## YOUR TASK:
In the following material, identify every line holding the string "Court" and return it.

BEGIN GIVEN RECORDS

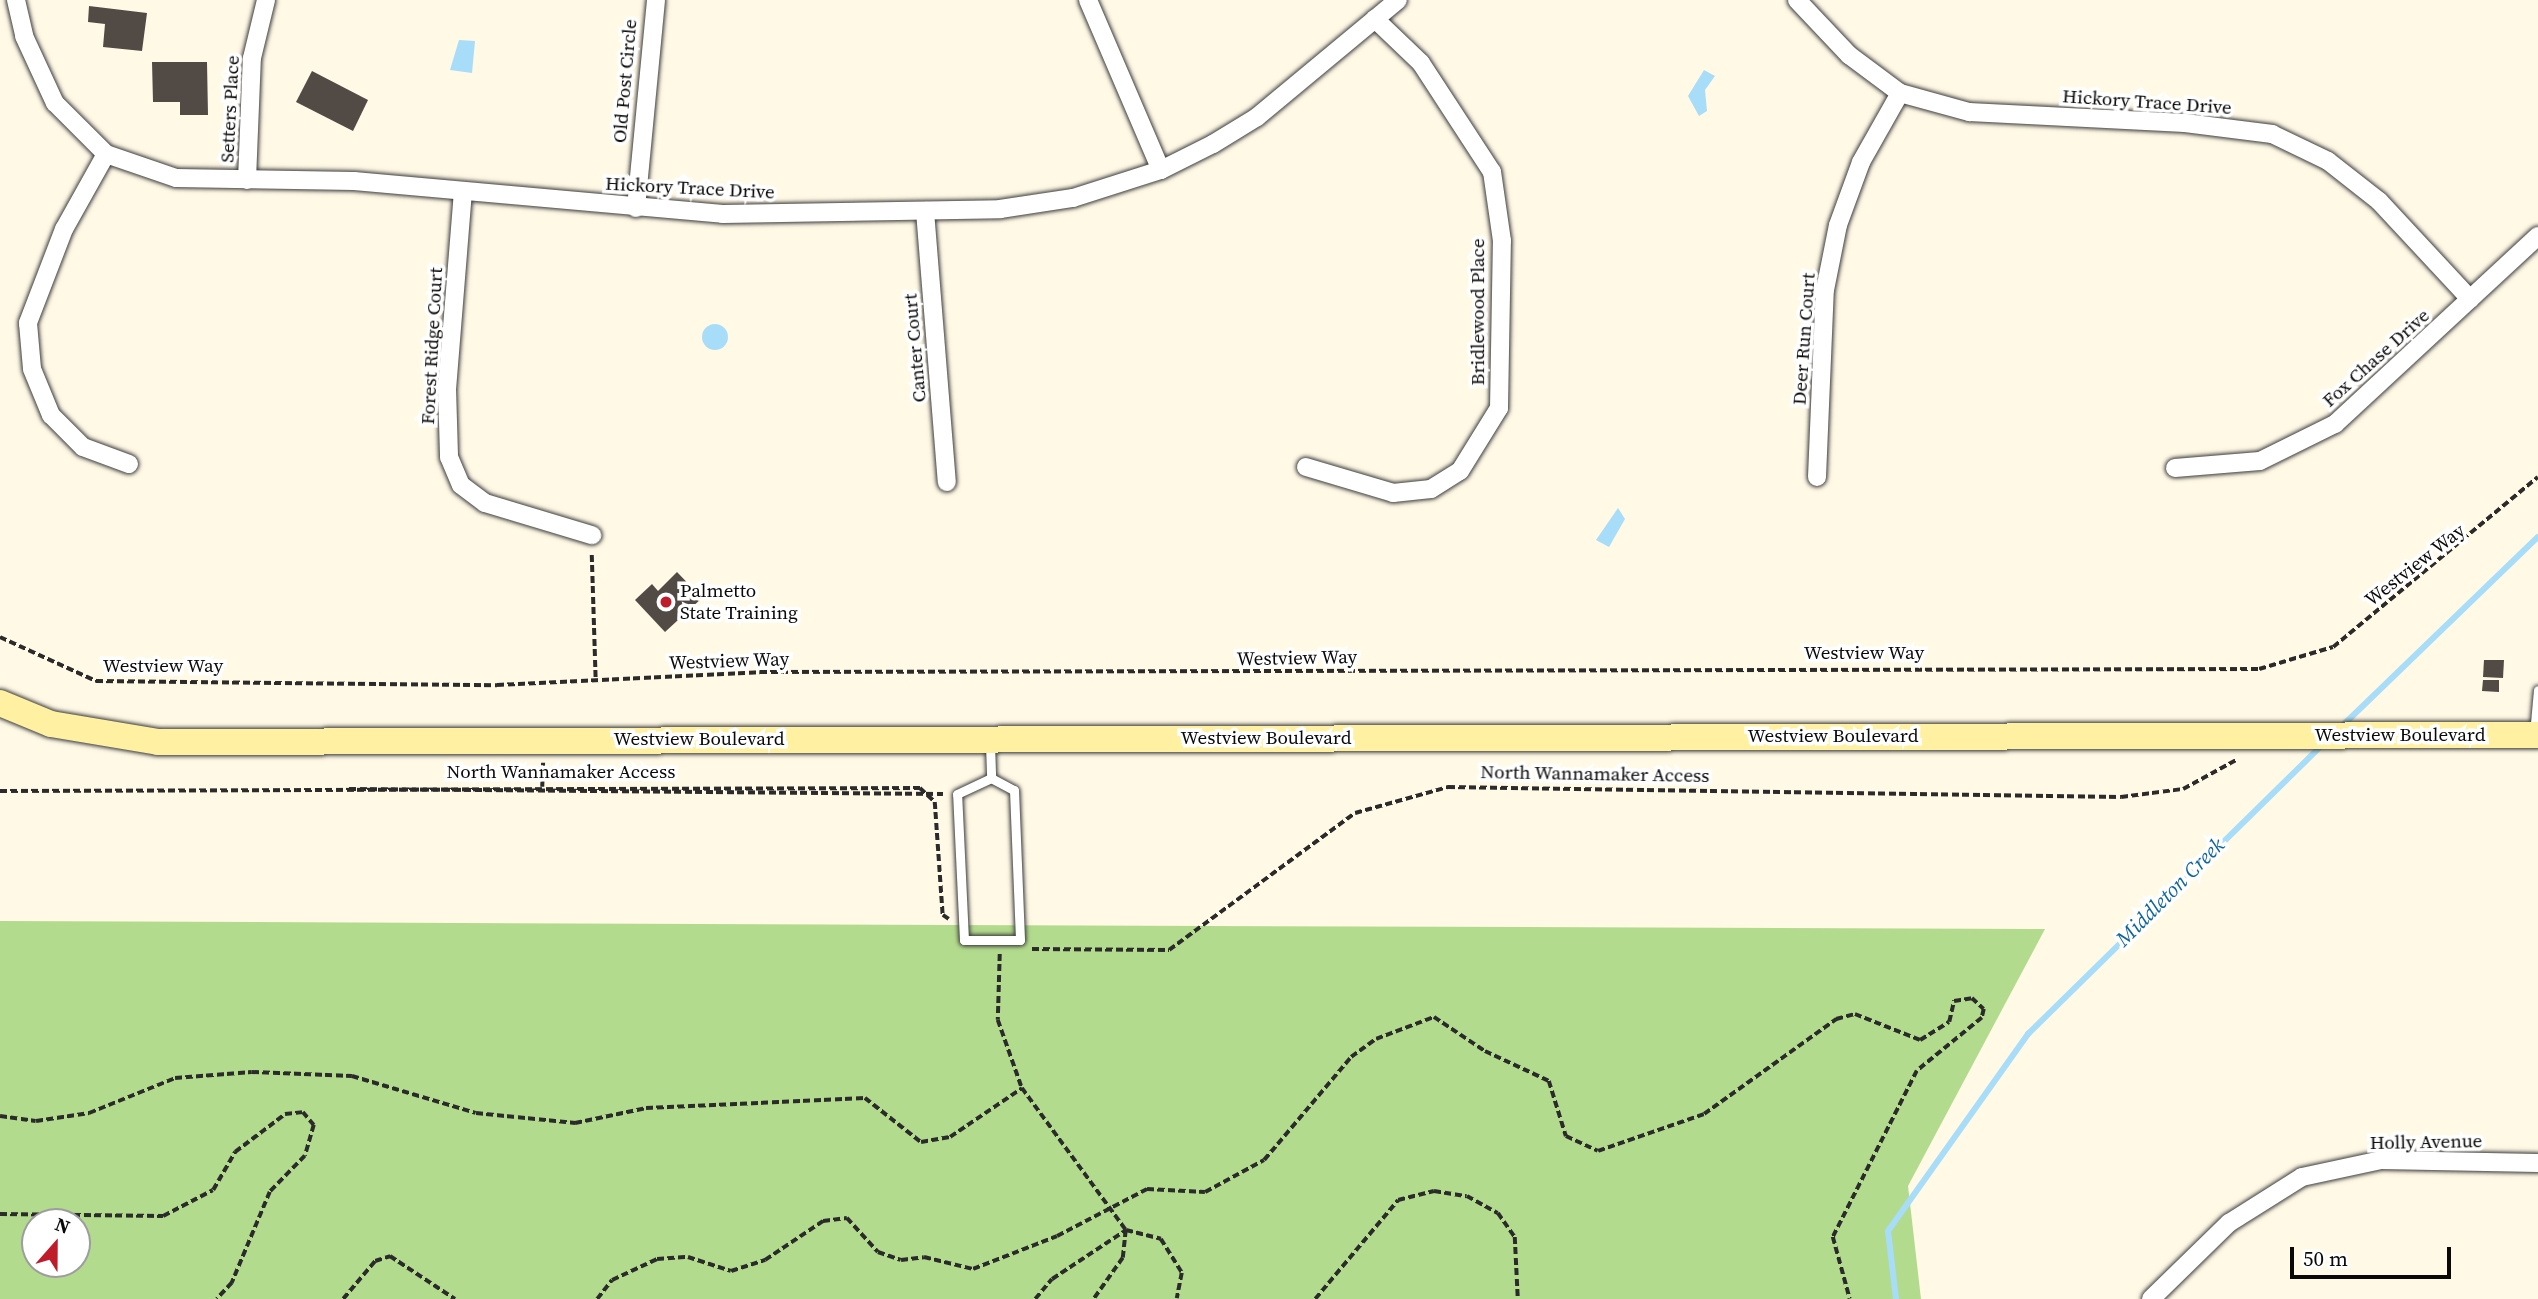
<!DOCTYPE html>
<style>
body{margin:0}
#map{position:relative;width:2538px;height:1299px;overflow:hidden;background:#fff9e6;font-family:"Source Serif 4",serif}
div>[style]{position:absolute}
[style*='--x']{left:calc(var(--x)*1px);top:calc(var(--y)*1px);width:calc(var(--w)*1px);rotate:calc(var(--a)*1deg)}
.forest>*{inset:0;background:#b3db8d}
.water>*{inset:0;background:#a8ddf9}
.round{border-radius:50%}
.stream>*{height:6px;margin:-3px;padding:0 3px;transform-origin:3px;border-radius:3px;background:#a8ddf9}
.building>*{inset:0;background:#524a45}
.path>*{height:3.5px;margin-top:-1.75px;transform-origin:0;background:repeating-linear-gradient(90deg,#2b2b2b 0 7px,transparent 0 10.5px)}
.roads{filter:drop-shadow(0 0 2px #3c3c3c) drop-shadow(0 0 2px #3c3c3c)}
.lane>*{height:9px;margin:-4.5px;padding:0 4.5px;transform-origin:4.5px;border-radius:4.5px;background:#fff}
.street>*{height:18px;margin:-9px;padding:0 9px;transform-origin:9px;border-radius:9px;background:#fff}
.secondary>*{height:26px;margin:-13px;padding:0 13px;transform-origin:13px;border-radius:13px;background:#fff1a1}
.dots>*{width:19px;height:19px;translate:-50% -50%;box-sizing:border-box;border:4px solid #fff;border-radius:50%}
span{translate:-50% -50%;white-space:nowrap;text-align:center;line-height:1.15;-webkit-text-stroke:7px #fff;paint-order:stroke}
.street-label{font-size:19px;color:#090909}
.poi-label{font-size:19px;color:#090909}
.left{translate:0 -50%;text-align:left}
.water-label{font-size:21px;color:#0f659f;font-style:italic}
.north{position:absolute;left:21px;top:1208px;width:70px;height:70px;box-sizing:border-box;background:#fff;border:2px solid #9d9d9d;border-radius:50%;rotate:21deg;font-size:19px;font-weight:700;line-height:28px;text-align:center;color:#090909}
.north::after{content:'';display:block;margin:auto;width:24px;height:32px;background:#be1c2a;clip-path:polygon(50% 0,100% 100%,50% 72%,0 100%)}
.scale{position:absolute;left:2290px;top:1247px;width:161px;height:32px;box-sizing:border-box;border:4px solid #090909;border-top:0;padding-left:9px;font-size:21px;line-height:24px;white-space:nowrap;color:#090909;-webkit-text-stroke:5px #fff;paint-order:stroke}
</style>
<div id="map">
<div class="forest">
<div style="clip-path:polygon(evenodd,0 921px,949px 925px,2045px 929px,1908px 1186px,1921px 1299px,0 1299px,0 921px,35px 1222px,77px 1222px,77px 1264px,35px 1264px,35px 1222px)"></div>
</div>
<div class="water">
<div style="clip-path:polygon(459px 40px,475px 41px,472px 73px,450px 70px)"></div>
<div style="clip-path:polygon(1704px 70px,1715px 76px,1705px 90px,1707px 111px,1699px 116px,1688px 96px)"></div>
<div class="round" style="left:702px;top:324px;width:26px;height:26px"></div>
<div style="clip-path:polygon(1618px 508px,1625px 519px,1609px 547px,1596px 540px)"></div>
</div>
<div class="stream">
<div style="--x:2340;--y:728;--w:275;--a:-44"></div>
<div style="--x:1896;--y:1299;--w:68;--a:-96.7"></div>
<div style="--x:1888;--y:1231;--w:242;--a:-54.6"></div>
<div style="--x:2028;--y:1034;--w:412;--a:-44.5"></div>
</div>
<div class="building">
<div style="clip-path:polygon(89px 6px,147px 13px,142px 51px,103px 47px,105px 24px,88px 22px)"></div>
<div style="clip-path:polygon(152px 62px,207px 62px,208px 115px,180px 115px,180px 102px,153px 102px)"></div>
<div style="clip-path:polygon(312px 71px,368px 100px,353px 131px,296px 102px)"></div>
<div style="clip-path:polygon(677px 572px,702px 598px,665px 632px,635px 600px,652px 584px,658px 591px)"></div>
<div style="clip-path:polygon(2484px 660px,2504px 660px,2503px 678px,2483px 677px)"></div>
<div style="clip-path:polygon(2483px 680px,2499px 680px,2499px 692px,2482px 691px)"></div>
</div>
<div class="path">
<div style="--x:592;--y:555;--w:125;--a:88.2"></div>
<div style="--x:0;--y:637;--w:106;--a:24.6"></div>
<div style="--x:96;--y:681;--w:401;--a:0.6"></div>
<div style="--x:497;--y:685;--w:263;--a:-2.8"></div>
<div style="--x:760;--y:672;--w:1499;--a:-0.11"></div>
<div style="--x:2259;--y:669;--w:77;--a:-16.6"></div>
<div style="--x:2333;--y:647;--w:266;--a:-39.7"></div>
<div style="--x:542;--y:787;--w:24;--a:-88"></div>
<div style="--x:349;--y:789;--w:594;--a:0.48"></div>
<div style="--x:0;--y:791;--w:920;--a:-0.19"></div>
<div style="--x:920;--y:788;--w:21;--a:43"></div>
<div style="--x:935;--y:802;--w:113;--a:86"></div>
<div style="--x:943;--y:915;--w:7;--a:34"></div>
<div style="--x:1032;--y:949;--w:137;--a:0.4"></div>
<div style="--x:1169;--y:950;--w:231;--a:-36.4"></div>
<div style="--x:1355;--y:813;--w:97;--a:-15.6"></div>
<div style="--x:1448;--y:787;--w:673;--a:0.85"></div>
<div style="--x:2121;--y:797;--w:63;--a:-7.4"></div>
<div style="--x:2183;--y:789;--w:60;--a:-28.7"></div>
<div style="--x:1000;--y:954;--w:66;--a:91.7"></div>
<div style="--x:998;--y:1020;--w:72;--a:70.6"></div>
<div style="--x:1022;--y:1088;--w:176;--a:53.8"></div>
<div style="--x:1126;--y:1230;--w:28;--a:96"></div>
<div style="--x:1123;--y:1258;--w:50;--a:125.3"></div>
<div style="--x:0;--y:1116;--w:36;--a:8"></div>
<div style="--x:36;--y:1121;--w:54;--a:-8.6"></div>
<div style="--x:89;--y:1113;--w:93;--a:-22.1"></div>
<div style="--x:175;--y:1078;--w:77;--a:-4.5"></div>
<div style="--x:252;--y:1072;--w:100;--a:2.3"></div>
<div style="--x:352;--y:1076;--w:129;--a:16.6"></div>
<div style="--x:476;--y:1113;--w:100;--a:5.8"></div>
<div style="--x:575;--y:1123;--w:73;--a:-11.9"></div>
<div style="--x:646;--y:1108;--w:219;--a:-2.6"></div>
<div style="--x:865;--y:1098;--w:71;--a:38.2"></div>
<div style="--x:921;--y:1142;--w:29;--a:-10"></div>
<div style="--x:950;--y:1137;--w:87;--a:-34.2"></div>
<div style="--x:0;--y:1214;--w:163;--a:0.7"></div>
<div style="--x:163;--y:1216;--w:56;--a:-27.5"></div>
<div style="--x:213;--y:1190;--w:44;--a:-59.9"></div>
<div style="--x:235;--y:1152;--w:63;--a:-37.2"></div>
<div style="--x:285;--y:1114;--w:18;--a:-6"></div>
<div style="--x:303;--y:1112;--w:17;--a:50"></div>
<div style="--x:314;--y:1125;--w:32;--a:106"></div>
<div style="--x:305;--y:1156;--w:50;--a:134.2"></div>
<div style="--x:270;--y:1192;--w:99;--a:112.7"></div>
<div style="--x:232;--y:1283;--w:22;--a:133"></div>
<div style="--x:343;--y:1299;--w:50;--a:-49.9"></div>
<div style="--x:375;--y:1261;--w:16;--a:-18"></div>
<div style="--x:390;--y:1256;--w:78;--a:33.5"></div>
<div style="--x:597;--y:1299;--w:24;--a:-52"></div>
<div style="--x:612;--y:1280;--w:50;--a:-25"></div>
<div style="--x:657;--y:1259;--w:31;--a:-4"></div>
<div style="--x:688;--y:1257;--w:45;--a:18"></div>
<div style="--x:731;--y:1271;--w:36;--a:-18"></div>
<div style="--x:765;--y:1260;--w:70;--a:-33.9"></div>
<div style="--x:823;--y:1221;--w:24;--a:-7"></div>
<div style="--x:847;--y:1218;--w:46;--a:47.6"></div>
<div style="--x:878;--y:1252;--w:24;--a:19"></div>
<div style="--x:901;--y:1260;--w:23;--a:-7"></div>
<div style="--x:924;--y:1257;--w:50;--a:13.8"></div>
<div style="--x:973;--y:1269;--w:90;--a:-21.4"></div>
<div style="--x:1057;--y:1236;--w:102;--a:-27.6"></div>
<div style="--x:1147;--y:1189;--w:58;--a:3"></div>
<div style="--x:1205;--y:1192;--w:67;--a:-28.5"></div>
<div style="--x:1264;--y:1160;--w:135;--a:-49.8"></div>
<div style="--x:1351;--y:1057;--w:31;--a:-36"></div>
<div style="--x:1376;--y:1039;--w:62;--a:-20.8"></div>
<div style="--x:1434;--y:1017;--w:61;--a:33.7"></div>
<div style="--x:1485;--y:1051;--w:71;--a:25.1"></div>
<div style="--x:1549;--y:1081;--w:58;--a:72.8"></div>
<div style="--x:1566;--y:1136;--w:35;--a:25"></div>
<div style="--x:1598;--y:1151;--w:112;--a:-19.2"></div>
<div style="--x:1704;--y:1114;--w:163;--a:-35.7"></div>
<div style="--x:1836;--y:1019;--w:20;--a:-15"></div>
<div style="--x:1855;--y:1014;--w:70;--a:21.8"></div>
<div style="--x:1920;--y:1040;--w:34;--a:-32"></div>
<div style="--x:1949;--y:1022;--w:22;--a:-77"></div>
<div style="--x:1954;--y:1001;--w:18;--a:-9"></div>
<div style="--x:1972;--y:998;--w:16;--a:43"></div>
<div style="--x:1984;--y:1009;--w:9;--a:103"></div>
<div style="--x:1982;--y:1018;--w:84;--a:140.8"></div>
<div style="--x:1917;--y:1071;--w:186;--a:116.8"></div>
<div style="--x:1833;--y:1237;--w:64;--a:74.7"></div>
<div style="--x:1035;--y:1299;--w:26;--a:-50"></div>
<div style="--x:1052;--y:1279;--w:89;--a:-33.5"></div>
<div style="--x:1126;--y:1230;--w:36;--a:14"></div>
<div style="--x:1161;--y:1239;--w:40;--a:58"></div>
<div style="--x:1182;--y:1273;--w:26;--a:101"></div>
<div style="--x:1315;--y:1299;--w:129;--a:-50"></div>
<div style="--x:1398;--y:1200;--w:37;--a:-14"></div>
<div style="--x:1434;--y:1191;--w:33;--a:9"></div>
<div style="--x:1467;--y:1196;--w:35;--a:29"></div>
<div style="--x:1498;--y:1213;--w:29;--a:55"></div>
<div style="--x:1515;--y:1237;--w:62;--a:87.2"></div>
</div>
<div class="roads">
<div class="lane">
<div style="--x:2534;--y:734;--w:44;--a:-84.8"></div>
<div style="--x:990;--y:744;--w:34;--a:88"></div>
<div style="--x:991;--y:778;--w:26;--a:28"></div>
<div style="--x:1014;--y:790;--w:150;--a:87.7"></div>
<div style="--x:1020;--y:940;--w:56;--a:180"></div>
<div style="--x:964;--y:940;--w:146;--a:-92.7"></div>
<div style="--x:957;--y:794;--w:38;--a:-25"></div>
</div>
<div class="street">
<div style="--x:16;--y:0;--w:37;--a:77"></div>
<div style="--x:24;--y:36;--w:74;--a:65.2"></div>
<div style="--x:55;--y:103;--w:72;--a:45"></div>
<div style="--x:106;--y:154;--w:74;--a:18.9"></div>
<div style="--x:176;--y:178;--w:178;--a:1"></div>
<div style="--x:354;--y:181;--w:370;--a:5.1"></div>
<div style="--x:723;--y:214;--w:277;--a:-1"></div>
<div style="--x:1000;--y:209;--w:74;--a:-8.6"></div>
<div style="--x:1073;--y:198;--w:92;--a:-17.7"></div>
<div style="--x:1161;--y:170;--w:58;--a:-26.6"></div>
<div style="--x:1213;--y:144;--w:52;--a:-31.5"></div>
<div style="--x:1257;--y:117;--w:183;--a:-39.7"></div>
<div style="--x:1088;--y:0;--w:185;--a:66.8"></div>
<div style="--x:1797;--y:0;--w:76;--a:46.6"></div>
<div style="--x:1849;--y:55;--w:64;--a:36.7"></div>
<div style="--x:1900;--y:93;--w:72;--a:15.4"></div>
<div style="--x:1969;--y:112;--w:216;--a:2.9"></div>
<div style="--x:2185;--y:123;--w:88;--a:7.2"></div>
<div style="--x:2272;--y:134;--w:62;--a:25.7"></div>
<div style="--x:2328;--y:161;--w:65;--a:38.1"></div>
<div style="--x:2379;--y:201;--w:134;--a:47.1"></div>
<div style="--x:106;--y:154;--w:86;--a:119.2"></div>
<div style="--x:64;--y:229;--w:101;--a:111"></div>
<div style="--x:28;--y:323;--w:46;--a:85"></div>
<div style="--x:32;--y:369;--w:50;--a:67.6"></div>
<div style="--x:51;--y:415;--w:45;--a:45"></div>
<div style="--x:83;--y:447;--w:49;--a:20.3"></div>
<div style="--x:247;--y:180;--w:122;--a:-87.7"></div>
<div style="--x:252;--y:58;--w:60;--a:-76.4"></div>
<div style="--x:463;--y:191;--w:198;--a:94.6"></div>
<div style="--x:447;--y:388;--w:69;--a:88.3"></div>
<div style="--x:449;--y:457;--w:30;--a:67"></div>
<div style="--x:461;--y:485;--w:30;--a:37"></div>
<div style="--x:485;--y:503;--w:112;--a:16.7"></div>
<div style="--x:636;--y:208;--w:209;--a:-84.5"></div>
<div style="--x:925;--y:211;--w:272;--a:85.4"></div>
<div style="--x:1306;--y:467;--w:91;--a:16.6"></div>
<div style="--x:1393;--y:493;--w:38;--a:-6"></div>
<div style="--x:1431;--y:489;--w:34;--a:-32"></div>
<div style="--x:1460;--y:471;--w:74;--a:-58.2"></div>
<div style="--x:1499;--y:408;--w:167;--a:-89"></div>
<div style="--x:1502;--y:241;--w:70;--a:-98.2"></div>
<div style="--x:1492;--y:172;--w:130;--a:-123.1"></div>
<div style="--x:1421;--y:63;--w:64;--a:-136.3"></div>
<div style="--x:2175;--y:468;--w:85;--a:-4.7"></div>
<div style="--x:2260;--y:461;--w:84;--a:-26.3"></div>
<div style="--x:2335;--y:424;--w:277;--a:-42.8"></div>
<div style="--x:1817;--y:477;--w:187;--a:-87.6"></div>
<div style="--x:1825;--y:290;--w:66;--a:-78.7"></div>
<div style="--x:1838;--y:225;--w:67;--a:-69.9"></div>
<div style="--x:1861;--y:162;--w:79;--a:-60.5"></div>
<div style="--x:2151;--y:1299;--w:109;--a:-44.3"></div>
<div style="--x:2229;--y:1223;--w:86;--a:-32.2"></div>
<div style="--x:2302;--y:1177;--w:81;--a:-12.1"></div>
<div style="--x:2381;--y:1160;--w:157;--a:1.1"></div>
</div>
<div class="secondary">
<div style="--x:0;--y:703;--w:55;--a:22.4"></div>
<div style="--x:51;--y:724;--w:109;--a:9.5"></div>
<div style="--x:158;--y:742;--w:2380;--a:-0.17"></div>
</div>
</div>
<div class="dots">
<div style="left:666px;top:602px;background:#be1c2a"></div>
</div>
<div class="street-label">
<span style="left:625px;top:81px;rotate:-85deg">Old Post Circle</span>
<span style="left:2147px;top:102px;rotate:4deg">Hickory Trace Drive</span>
<span style="left:230px;top:109px;rotate:-87deg">Setters Place</span>
<span style="left:690px;top:188px;rotate:3deg">Hickory Trace Drive</span>
<span style="left:1478px;top:312px;rotate:-90deg">Bridlewood Place</span>
<span style="left:1804px;top:339px;rotate:-86deg">Deer Run Court</span>
<span style="left:432px;top:346px;rotate:-87deg">Forest Ridge Court</span>
<span style="left:915px;top:348px;rotate:-95deg">Canter Court</span>
<span style="left:2376px;top:358px;rotate:-42deg">Fox Chase Drive</span>
<span style="left:2415px;top:565px;rotate:-38deg">Westview Way</span>
<span style="left:1864px;top:653px">Westview Way</span>
<span style="left:1297px;top:658px;rotate:-1deg">Westview Way</span>
<span style="left:729px;top:661px;rotate:-2deg">Westview Way</span>
<span style="left:163px;top:666px">Westview Way</span>
<span style="left:2400px;top:735px">Westview Boulevard</span>
<span style="left:1833px;top:736px">Westview Boulevard</span>
<span style="left:1266px;top:738px">Westview Boulevard</span>
<span style="left:699px;top:739px">Westview Boulevard</span>
<span style="left:561px;top:772px">North Wannamaker Access</span>
<span style="left:1595px;top:774px;rotate:1deg">North Wannamaker Access</span>
<span style="left:2426px;top:1142px;rotate:-1deg">Holly Avenue</span>
</div>
<div class="poi-label">
<span class="left" style="left:680px;top:602px">Palmetto<br>State Training</span>
</div>
<div class="water-label">
<span style="left:2170px;top:892px;rotate:-45deg">Middleton Creek</span>
</div>
<div class="north">N</div>
<div class="scale">50 m</div>
</div>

END GIVEN RECORDS

## EXERCISE RESULT:
<span style="left:1804px;top:339px;rotate:-86deg">Deer Run Court</span>
<span style="left:432px;top:346px;rotate:-87deg">Forest Ridge Court</span>
<span style="left:915px;top:348px;rotate:-95deg">Canter Court</span>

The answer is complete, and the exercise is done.